Nine of these features and their related practices are especially helpful in shaping the concept of circular building technologies and in defining added value in Circular Design strategies [18].
The circular design qualities are the following:
  • Reused: using building parts and components already present on-site or re-claimed elsewhere;
  • Recycled: looking for building components made of low-value by-products or waste materials;
  • Renewed: using materials that are replenished continuously by responsible agriculture and forestry;
  • Compostable: choosing materials that can be biologically degraded into natural substances;
  • Durable: using components that resist the wear and tear of use and reuse;
  • Pure: favoring components that consist of a single material instead of a blend;
  • Simple: going for low-tech, legible solutions rather than complicated ones;
  • Reversible: making it possible to undo connections without damaging joined components;
  • Location and site: recognizing and responsibly developing the qualities of a place.
Although less relevant for our purposes, the additional Circular Design qualities of the Belgian study identified are: safe and healthy, manageable, accessible, independent, compatible, multi-purpose, varied.
Circular Design qualities enable more effective reuse, recycling, or renewal of buildings and building components; a proven framework generating added value from the start of the design process onwards, regardless of whether that process adopts a conventional programming scheme, scenario planning, or a co-creation approach [18].

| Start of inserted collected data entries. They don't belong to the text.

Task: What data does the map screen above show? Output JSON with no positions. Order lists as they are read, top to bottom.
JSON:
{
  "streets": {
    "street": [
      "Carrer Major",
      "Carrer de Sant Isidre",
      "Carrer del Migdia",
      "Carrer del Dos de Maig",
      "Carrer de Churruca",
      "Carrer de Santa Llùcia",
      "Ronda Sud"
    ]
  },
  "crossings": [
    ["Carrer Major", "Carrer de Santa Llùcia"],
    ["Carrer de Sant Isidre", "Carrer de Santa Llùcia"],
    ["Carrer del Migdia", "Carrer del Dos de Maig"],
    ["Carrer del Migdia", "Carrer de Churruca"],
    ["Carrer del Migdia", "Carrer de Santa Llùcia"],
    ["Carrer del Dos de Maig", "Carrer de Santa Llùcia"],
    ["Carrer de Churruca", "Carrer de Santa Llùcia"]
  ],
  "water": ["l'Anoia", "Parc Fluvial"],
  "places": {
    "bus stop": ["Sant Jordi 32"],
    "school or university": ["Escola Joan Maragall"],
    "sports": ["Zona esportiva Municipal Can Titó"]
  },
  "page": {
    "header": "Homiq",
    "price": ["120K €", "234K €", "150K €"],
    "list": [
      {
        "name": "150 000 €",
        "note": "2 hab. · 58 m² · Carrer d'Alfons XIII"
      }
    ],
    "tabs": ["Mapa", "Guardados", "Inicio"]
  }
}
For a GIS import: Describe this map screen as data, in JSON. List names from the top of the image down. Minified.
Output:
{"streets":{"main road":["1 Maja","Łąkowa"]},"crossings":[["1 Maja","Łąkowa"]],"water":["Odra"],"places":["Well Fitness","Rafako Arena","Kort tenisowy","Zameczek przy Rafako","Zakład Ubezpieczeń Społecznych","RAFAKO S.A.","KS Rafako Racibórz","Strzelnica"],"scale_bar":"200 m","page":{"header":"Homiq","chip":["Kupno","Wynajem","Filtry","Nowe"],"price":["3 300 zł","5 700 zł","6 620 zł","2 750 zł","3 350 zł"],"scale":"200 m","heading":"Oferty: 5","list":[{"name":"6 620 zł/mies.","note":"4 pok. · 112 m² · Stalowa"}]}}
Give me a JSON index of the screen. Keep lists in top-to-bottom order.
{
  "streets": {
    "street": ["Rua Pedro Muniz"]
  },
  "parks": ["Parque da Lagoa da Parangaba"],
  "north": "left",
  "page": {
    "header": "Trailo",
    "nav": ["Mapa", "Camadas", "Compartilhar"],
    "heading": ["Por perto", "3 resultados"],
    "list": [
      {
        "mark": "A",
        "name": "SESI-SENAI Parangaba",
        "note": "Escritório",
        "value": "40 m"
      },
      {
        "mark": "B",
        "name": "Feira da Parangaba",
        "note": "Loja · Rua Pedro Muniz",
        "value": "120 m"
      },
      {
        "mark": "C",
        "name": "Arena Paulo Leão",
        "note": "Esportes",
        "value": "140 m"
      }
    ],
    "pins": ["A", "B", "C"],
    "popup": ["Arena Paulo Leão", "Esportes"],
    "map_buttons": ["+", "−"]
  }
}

2.2. Circular Design Strategies: A Growing Concept

Extending building service life and closing material loops by consistent design choices are the key instruments in transitioning towards a circular construction economy. This requires both an increase in the whole building lifespan and the assurance that all its components can also circulate in endless loops, thus preserving the value as a whole of the resources involved. If properly recovered at the end of its technical, functional, or economic service life, each element can so re-enter a use cycle, being reused for the same or another purpose.
This study refers in particular to three main Circular Design approaches [18,19]:
  • Design for Longevity (or Durability): New constructions can be avoided by adopting a circular design and construction practice, which instead focusses on review and up-valuing, upgrading, and refurbishing what already exists. Several architectural features can maintain a building’s value over time, facilitating maintenance and repair, while enabling the extension of its service life. Among those features, some are related to the estate strategies, such as building location, but many others concern design choices, such as a multi-purpose spatial layout.
  • Design for Disassembly and Deconstruction: By adopting this principle, the building elements can be disassembled and each of their components can be easily removed without damage to others. This leads to closing material flows, since components and materials can be recovered using quick and cheap processes, then reclaimed, preserving their value and minimizing waste. Various technical design features, therefore, act as key factors in applying that strategy, such as component durability, assembly methods, and the reversibility of their connections. Since it relies on design purposes such as reversibility, independence, and simplicity of connections and components, Design for Disassembly, often referred to as Reversible Building Design, allows for resource-efficient repairs, maintenance, replacements, as well as the reuse of construction materials, products, and components.
  • Design for Reuse: The reclaimed building components and materials can be used again, repaired, remanufactured, or recycled in order to reduce the consumption of virgin, non-renewable resources. To ensure suitability, the elements must be safe and healthy to reuse and made up of a single substance which is easily recycled.
Alternative business models can provide these design approaches with favorable conditions, as shown by the BAMB project, a research action funded by the EU-HORIZON 2020 program which developed the emerging concept of “Buildings as Material Banks”. Project BAMB—Buildings as Material Banks—is a consortium of 16 partners from eight European countries (2015/2019). Coordination: Institut Bruxellois pour la gestion de l’environnement—Brussels Instituut Voor Milieubeheer.
Referring to both Design for Disassembly and Design for Reuse strategies applied to the building sector, this new comprehensive approach considers buildings as “material banks”, i.e., repositories or stockpiles of valuable, high-quality materials that can be easily taken apart and recovered, having been designed for disassembly.
Since preserving the material value is the key to their circular use, the ways to harvest this value are the circular economy drivers. Instead of disposal, buildings must therefore become banks of valuable materials—slowing down resource withdrawal to a rate compliant with planet restoring capacity. The BAMB project has developed and integrated tools—such as Material Passports and Reversible Building Design schemes—that will enable the shift from static buildings to circular buildings [20]. In order to sprawl the circular building concepts into practice, BAMB also investigated how new circular business models can bring new business opportunities, and how policies, such as data management tools (BIM, Building Information Modelling) and decision-making models can support the implementation of circular building concepts.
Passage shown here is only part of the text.